Birth · Change

Check Your Expectations

I heard a new-to-me program the other day called Invisibilia, from NPR. There are some seriously good episodes on there that I highly recommend, but one caught my attention called, How to Become Batman. This show¬†doesn’t actually have anything to do with pregnancy, birth, parenting, or breastfeeding, yet there’s a section that’s universal to all those topics, and to the rest of life too. To really know what I’m talking about, please go listen to the first 6 min of the program because I don’t want to spoil the experiment results for you (the whole program is definitely worth a listen – podcasts and audiobooks are how I agree to do the dishes).

Okay, I gotta spoil it a little otherwise that would be the end of the post –

“As you go through the world, the expectations of other people are constantly acting on you, literally making you stronger or weaker, smarter or dumber, faster or slower.”

Think about that.

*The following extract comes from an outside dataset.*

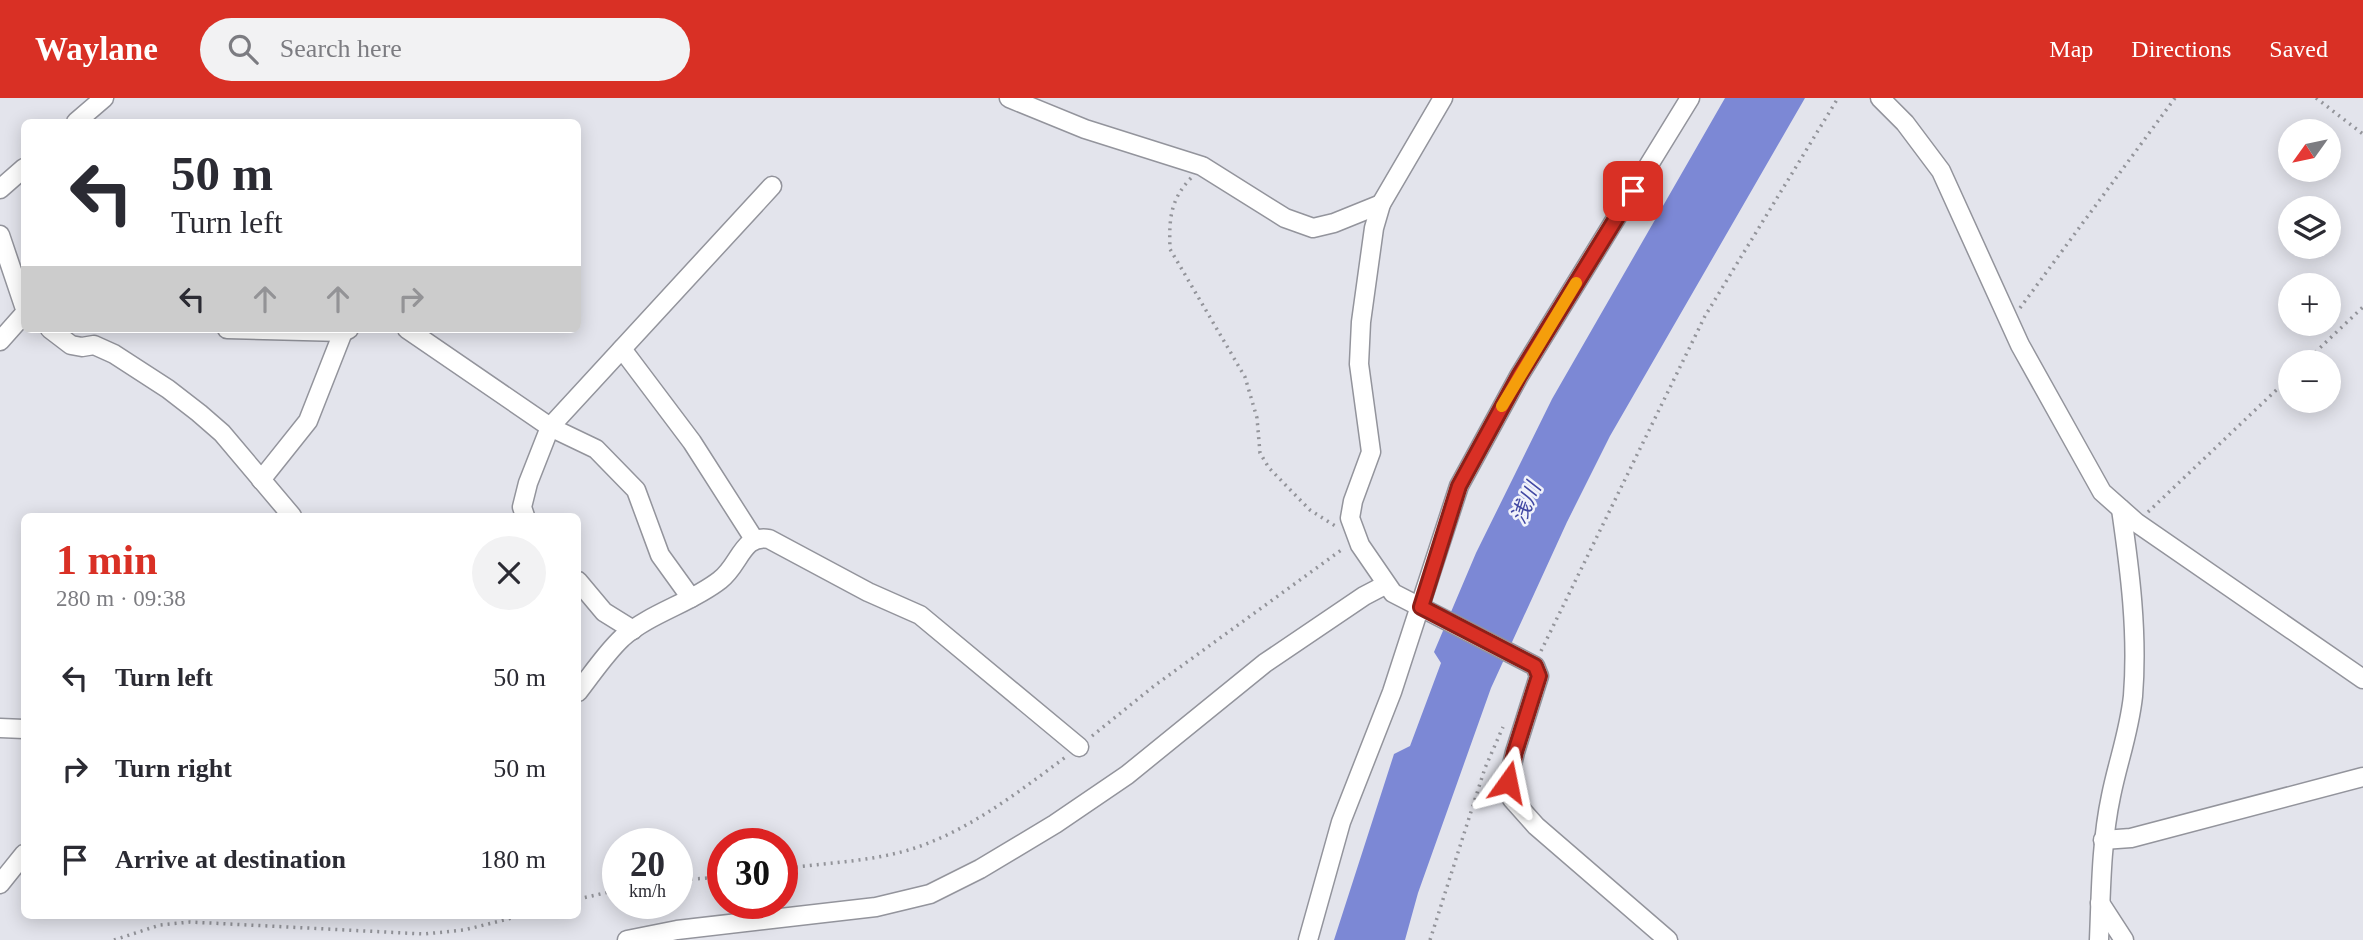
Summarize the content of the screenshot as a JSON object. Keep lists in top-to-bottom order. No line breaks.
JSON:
{"water":["浅川"],"north":"bottom left","page":{"header":"Waylane","search":"Search here","nav":["Map","Directions","Saved"],"map_buttons":["+","−"],"turn":["50 m","Turn left"],"heading":["1 min","280 m · 09:38"],"list":[{"name":"Turn left","value":"50 m"},{"name":"Turn right","value":"50 m"},{"name":"Arrive at destination","value":"180 m"}],"speed":"20 km/h","limit":"30"}}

The expectations of other people are affecting how you live your life right now. Those expectations are making it easier for you get the things you want, be who you want to be, have the experiences you want to have, or, harder to do all of that. We all know the examples of this in issues of race, gender, and sexuality, but what about with pregnancy, birth, and parenting?

Let’s just focus on birth for a second. If everyone around you expected you to have a difficult birth because you are older/hypertensive/have a bigger baby/previously had a hard birth/depressed/lack support/complain about pain etc. will you have a difficult birth? Maybe for reasons that are out of everyone’s control – birth’s like that sometimes – but maybe the people who should have been helpful subconsciously changed their behavior towards you in ways that lowered your chances of getting what you wanted. Have I done that to a client? I hope not, and I hope I never do.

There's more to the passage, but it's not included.